Thursday, October 13, 2011

Advanced Amazon Web Services Meetup

Bizo Engineering, with the help of Amazon Web Servies, has developed a new meetup in San Francisco that focuses on Advanced Amazon Web Services topics. The main concept is that there are many companies who have been operating on AWS for a number of years and have significant experience but do not have a forum to discuss more advanced issues and architectures.
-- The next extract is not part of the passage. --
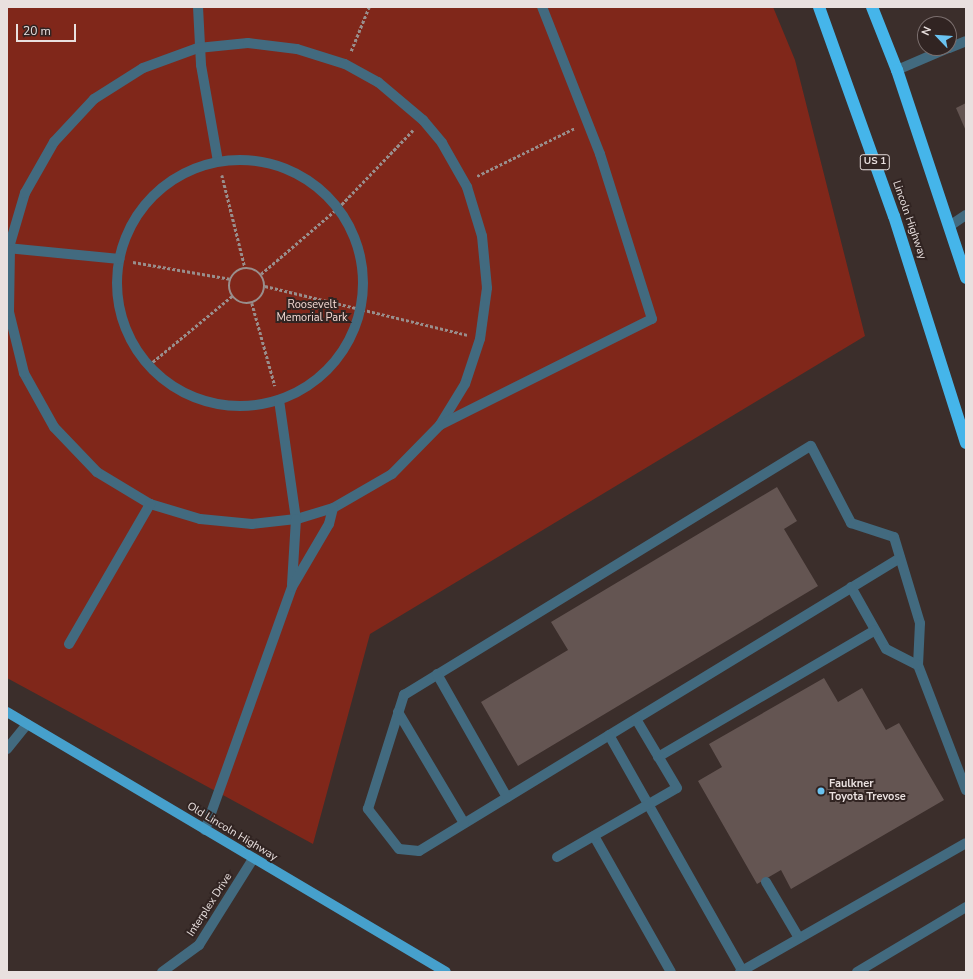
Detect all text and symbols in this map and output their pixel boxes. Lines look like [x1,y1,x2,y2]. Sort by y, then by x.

The next meetup is on Tuesday October 18th at 7pm in San Francisco (more details). We have speakers from Bizo, Twilio and Amazon Web Services.

We look forward to meeting other AWS companies and sharing stories from the trenches. Hope to see you there!

Monday, October 10, 2011

the story of HOD : ahead of its time, obsolete at launch

Last week we shut down an early part of the bizo infrastructure : HOD (Hadoop on Demand). I thought it might be fun to look back on this project a bit.

We've been using AWS as long as bizo has been around, since early 2008. Hadoop has always been a big part of that. When we first started, we were mostly using a shared hadoop cluster. This was kind of a pain for job scheduling, but also was mostly wasteful during off-peak hours… Thus, HOD was born.

From its documentation, "The goal of HOD is to provide an on demand, scalable, sandboxed infrastructure to run Hadoop jobs." Sound familiar? HOD was developed late September and October of 2008, and launched for internal use December 12th, 2008. Amazon announced EMR April of 2009. It's amazing how similar they ended up being… especially since we had no knowledge of EMR at the time.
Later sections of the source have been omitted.